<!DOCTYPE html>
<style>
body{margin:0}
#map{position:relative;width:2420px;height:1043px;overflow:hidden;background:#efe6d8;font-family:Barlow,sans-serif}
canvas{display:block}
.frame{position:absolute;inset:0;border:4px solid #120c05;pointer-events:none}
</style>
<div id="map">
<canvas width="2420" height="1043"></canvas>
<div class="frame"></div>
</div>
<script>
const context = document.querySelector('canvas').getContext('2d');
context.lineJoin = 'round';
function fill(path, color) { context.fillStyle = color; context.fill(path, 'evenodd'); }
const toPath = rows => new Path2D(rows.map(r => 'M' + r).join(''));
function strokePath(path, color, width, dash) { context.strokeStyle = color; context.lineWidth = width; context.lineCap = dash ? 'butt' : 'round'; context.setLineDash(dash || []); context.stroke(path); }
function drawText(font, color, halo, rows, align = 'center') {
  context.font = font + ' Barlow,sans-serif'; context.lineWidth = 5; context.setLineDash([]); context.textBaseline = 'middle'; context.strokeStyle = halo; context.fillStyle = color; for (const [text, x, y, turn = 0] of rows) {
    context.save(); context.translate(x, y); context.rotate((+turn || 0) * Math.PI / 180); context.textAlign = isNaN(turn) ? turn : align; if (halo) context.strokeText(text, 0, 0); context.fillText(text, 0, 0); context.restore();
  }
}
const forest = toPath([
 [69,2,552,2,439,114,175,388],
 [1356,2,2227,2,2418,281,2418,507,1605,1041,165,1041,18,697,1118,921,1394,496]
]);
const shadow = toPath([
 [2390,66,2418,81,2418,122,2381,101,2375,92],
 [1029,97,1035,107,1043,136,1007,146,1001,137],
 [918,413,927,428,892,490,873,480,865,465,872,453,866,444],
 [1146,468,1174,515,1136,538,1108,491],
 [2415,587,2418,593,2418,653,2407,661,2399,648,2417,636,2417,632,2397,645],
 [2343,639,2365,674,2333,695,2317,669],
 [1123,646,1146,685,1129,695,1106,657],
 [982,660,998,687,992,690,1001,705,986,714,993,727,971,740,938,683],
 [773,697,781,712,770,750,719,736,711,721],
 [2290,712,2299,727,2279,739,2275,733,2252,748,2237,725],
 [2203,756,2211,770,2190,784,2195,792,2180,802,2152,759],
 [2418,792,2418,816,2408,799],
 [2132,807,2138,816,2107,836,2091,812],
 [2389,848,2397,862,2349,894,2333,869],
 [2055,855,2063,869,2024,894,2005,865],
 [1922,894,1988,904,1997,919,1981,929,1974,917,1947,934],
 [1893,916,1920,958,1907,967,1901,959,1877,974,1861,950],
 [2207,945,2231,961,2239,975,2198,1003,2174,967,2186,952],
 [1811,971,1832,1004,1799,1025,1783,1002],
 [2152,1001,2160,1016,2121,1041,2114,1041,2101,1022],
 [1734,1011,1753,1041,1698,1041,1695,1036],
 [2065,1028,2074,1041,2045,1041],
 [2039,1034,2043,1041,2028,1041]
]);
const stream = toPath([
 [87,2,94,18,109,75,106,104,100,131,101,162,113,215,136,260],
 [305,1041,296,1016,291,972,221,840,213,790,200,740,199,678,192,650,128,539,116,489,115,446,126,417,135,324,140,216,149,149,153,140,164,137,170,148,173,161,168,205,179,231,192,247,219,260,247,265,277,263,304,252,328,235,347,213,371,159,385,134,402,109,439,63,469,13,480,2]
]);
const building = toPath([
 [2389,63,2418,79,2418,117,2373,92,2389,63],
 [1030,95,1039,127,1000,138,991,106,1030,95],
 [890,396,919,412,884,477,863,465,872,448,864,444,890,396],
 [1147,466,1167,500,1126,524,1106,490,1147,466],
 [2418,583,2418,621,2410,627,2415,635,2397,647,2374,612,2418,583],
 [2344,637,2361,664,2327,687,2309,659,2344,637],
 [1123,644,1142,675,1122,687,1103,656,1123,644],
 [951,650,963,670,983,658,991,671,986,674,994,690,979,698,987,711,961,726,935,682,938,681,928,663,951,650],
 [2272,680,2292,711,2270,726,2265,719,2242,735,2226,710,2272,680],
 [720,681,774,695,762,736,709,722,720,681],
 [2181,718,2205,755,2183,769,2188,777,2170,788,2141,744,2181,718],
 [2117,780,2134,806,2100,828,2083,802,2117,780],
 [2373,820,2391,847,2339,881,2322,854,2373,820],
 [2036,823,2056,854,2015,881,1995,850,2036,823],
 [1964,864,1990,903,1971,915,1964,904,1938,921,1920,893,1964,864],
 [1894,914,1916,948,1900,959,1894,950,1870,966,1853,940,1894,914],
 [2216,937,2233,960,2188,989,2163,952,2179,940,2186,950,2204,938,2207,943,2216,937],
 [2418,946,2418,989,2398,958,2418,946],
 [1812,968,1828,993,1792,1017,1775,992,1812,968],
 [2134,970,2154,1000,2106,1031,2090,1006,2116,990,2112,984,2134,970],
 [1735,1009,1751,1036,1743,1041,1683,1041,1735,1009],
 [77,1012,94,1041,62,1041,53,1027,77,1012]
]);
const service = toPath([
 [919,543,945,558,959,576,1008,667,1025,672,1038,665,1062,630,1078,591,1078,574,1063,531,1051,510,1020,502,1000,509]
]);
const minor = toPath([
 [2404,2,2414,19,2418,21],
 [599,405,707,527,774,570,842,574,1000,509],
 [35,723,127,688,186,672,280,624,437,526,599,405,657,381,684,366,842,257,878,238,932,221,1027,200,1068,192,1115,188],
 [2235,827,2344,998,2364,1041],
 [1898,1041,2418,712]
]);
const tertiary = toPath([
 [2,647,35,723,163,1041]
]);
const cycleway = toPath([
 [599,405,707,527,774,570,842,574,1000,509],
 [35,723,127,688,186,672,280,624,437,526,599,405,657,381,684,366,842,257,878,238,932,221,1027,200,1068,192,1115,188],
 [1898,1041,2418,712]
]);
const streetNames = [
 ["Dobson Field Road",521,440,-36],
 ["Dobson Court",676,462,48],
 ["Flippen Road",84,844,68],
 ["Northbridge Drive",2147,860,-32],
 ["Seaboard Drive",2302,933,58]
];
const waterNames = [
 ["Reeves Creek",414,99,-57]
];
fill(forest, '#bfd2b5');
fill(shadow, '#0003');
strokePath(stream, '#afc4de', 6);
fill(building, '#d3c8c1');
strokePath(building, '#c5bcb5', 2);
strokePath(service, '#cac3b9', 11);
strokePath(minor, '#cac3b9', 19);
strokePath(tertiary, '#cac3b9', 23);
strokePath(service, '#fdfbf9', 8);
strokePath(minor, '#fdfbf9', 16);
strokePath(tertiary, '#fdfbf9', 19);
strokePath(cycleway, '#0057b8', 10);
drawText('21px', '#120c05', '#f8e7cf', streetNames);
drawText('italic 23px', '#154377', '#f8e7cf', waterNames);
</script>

● WHAT TO DO: Nothing beyond a number is expected: count the lines of the material that hold the string "turn".

● EXERCISE RESPONSE: 2